Overlapping host pathways between SARS-CoV-2 and its potential copathogens: An in silico analysis

George D Vavougios a,b,c,
PMCID: PMC7585366  PMID: 33132111

Abstract

Background

SARS-CoV-2 coinfection with other viral and bacterial pathogens and their interactions are increasingly recognized in the literature as potential determinants of COVID-19 phenotypes. The aim of this study was to determine infection induced, host transcriptomic overlap between SARS-CoV-2 and other pathogens.

Materials and methods

SARS-CoV-2 infection induced gene expression data were used for gene set enrichment analysis (GSEA) via the Enrichr platform. GSEA compared the extracted signature to VirusMINT, Virus and Microbe perturbations from Gene Expression Omnibus (GEO) in order to detect overlap with other pathogen induced host gene signatures. For all analyses, a false discovery rate (FDR) <0.05 was considered statistically significant.

Results

GSEA via Enrichr revealed several significantly enriched sub-signatures associated with HSV1, EBV, HIV1, IAV, RSV, P.Aeruginosa, Staph. Aureus and Strep. Pneumoniae infections, among other pathogens (FDR < 0.05). These signatures were detected in at least 6 infection-induced transcriptomic studies from GEO and involved both bronchial epithelial and peripheral blood immune cells.

Discussion

SARS-CoV-2 infection may function synergistically with other viral and bacterial pathogens at the transcriptomic level. Notably, several meta-analyses of COVID-19 cohorts have furthermore corroborated viral and bacterial pathogens reported herein as coinfections with SARS-CoV-2. The identification of common, perturbed gene networks outlines a common host targetome for these pathogens, and furthermore provides candidates for biomarker discovery and drug design.

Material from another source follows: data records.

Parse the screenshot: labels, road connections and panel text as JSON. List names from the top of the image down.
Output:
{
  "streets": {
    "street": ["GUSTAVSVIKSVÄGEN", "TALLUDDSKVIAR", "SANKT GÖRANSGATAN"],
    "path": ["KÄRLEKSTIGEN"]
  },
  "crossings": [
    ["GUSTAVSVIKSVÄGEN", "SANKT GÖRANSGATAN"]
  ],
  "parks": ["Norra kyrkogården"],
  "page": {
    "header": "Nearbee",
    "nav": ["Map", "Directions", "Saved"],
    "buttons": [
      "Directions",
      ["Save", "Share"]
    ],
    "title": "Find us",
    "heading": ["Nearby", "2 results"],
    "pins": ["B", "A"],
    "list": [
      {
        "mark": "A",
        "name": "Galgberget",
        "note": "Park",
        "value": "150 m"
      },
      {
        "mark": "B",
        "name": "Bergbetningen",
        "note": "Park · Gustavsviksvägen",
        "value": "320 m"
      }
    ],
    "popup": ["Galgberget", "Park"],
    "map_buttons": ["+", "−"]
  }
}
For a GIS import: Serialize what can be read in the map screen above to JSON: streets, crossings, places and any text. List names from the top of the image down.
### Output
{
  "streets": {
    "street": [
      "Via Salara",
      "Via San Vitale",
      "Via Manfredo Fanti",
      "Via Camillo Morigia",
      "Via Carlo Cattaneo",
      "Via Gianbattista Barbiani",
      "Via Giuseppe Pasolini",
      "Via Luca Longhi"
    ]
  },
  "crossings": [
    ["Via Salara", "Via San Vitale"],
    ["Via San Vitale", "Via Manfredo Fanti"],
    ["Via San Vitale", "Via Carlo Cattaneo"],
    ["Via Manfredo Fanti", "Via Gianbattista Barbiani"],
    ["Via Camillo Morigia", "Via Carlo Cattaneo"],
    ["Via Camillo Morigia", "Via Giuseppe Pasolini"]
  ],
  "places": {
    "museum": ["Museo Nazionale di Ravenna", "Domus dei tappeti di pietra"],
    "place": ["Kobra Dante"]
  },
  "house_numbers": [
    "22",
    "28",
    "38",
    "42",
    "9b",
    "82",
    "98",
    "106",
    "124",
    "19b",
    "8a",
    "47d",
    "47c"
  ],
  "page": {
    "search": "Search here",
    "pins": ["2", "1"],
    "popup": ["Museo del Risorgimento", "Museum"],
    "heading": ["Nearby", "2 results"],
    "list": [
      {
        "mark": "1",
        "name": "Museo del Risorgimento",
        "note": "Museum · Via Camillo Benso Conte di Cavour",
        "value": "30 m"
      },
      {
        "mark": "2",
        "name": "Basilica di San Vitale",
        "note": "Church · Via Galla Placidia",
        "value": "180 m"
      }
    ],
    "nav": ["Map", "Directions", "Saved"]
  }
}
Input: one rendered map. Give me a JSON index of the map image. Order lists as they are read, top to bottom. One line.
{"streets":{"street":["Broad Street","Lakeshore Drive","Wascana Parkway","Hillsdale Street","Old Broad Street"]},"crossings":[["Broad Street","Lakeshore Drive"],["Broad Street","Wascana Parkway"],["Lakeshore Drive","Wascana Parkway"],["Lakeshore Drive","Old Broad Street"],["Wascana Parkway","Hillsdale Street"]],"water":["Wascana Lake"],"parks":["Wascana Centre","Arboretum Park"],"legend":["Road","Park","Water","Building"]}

Keywords: SARS-CoV-2, Coinfection, Systems biology, Transcriptomics, Viral infection

Highlights

  • Coinfection may detrimentally affect COVID-19 phenotypes and severity.

  • The SARS-CoV-2-copathogen transcriptomic interplay has not been assessed to date.

  • Viral and bacterial infection-induced host gene signatures were compared with SARS-CoV-2 data.

  • Gene set enrichment analysis revealed common host gene networks targeted by SARS-CoV-2 and several respiratory pathogens.

  • SARS-CoV-2 infection may inflict epigenetic modulations capitalized by other opportunistic infections, and vice versa.

1. Introduction

Several studies have outlined the potential contribution of SARS-CoV-2 coinfection with other viral and bacterial pathogens in determining COVID-19 outcomes and clinical phenotypes.(Kim et al., 2020; Lin et al., 2020) A meta-analysis of 24 studies of concomitant bacterial infections (both concurrent and secondary to SARS-CoV-2 infection) indicated that COVID-19 complicated with bacterial infections affected 6.9% (95% CI 4.3–9.5%) of the pooled patient population (n = 3338 patients), and was higher (8.1%) in critically ill patients.(Langford et al., 2020) Notably, up to 70% of the included studies reported on the use of broad-spectrum antimicrobials regardless of laboratory confirmed coinfection.(Langford et al., 2020) A meta-analysis by Davis and colleagues, reporting on 18 retrospective and 1 prospective study estimated a pooled prevalence of 16.8% (95% CI = 8.1–27.9) in SARS-CoV-2 coinfection with viral and bacterial respiratory tract pathogens, when considering studies with 100% copathogen testing (n = 1210 patients).(Davis et al., 2020) Overall, despite difference in reporting, pathogen (viral, bacterial, fungal) screening panels, study size and design (retrospective vs. prospective), these aforementioned studies have outlined the coinfection as a recurring complication of COVID-19.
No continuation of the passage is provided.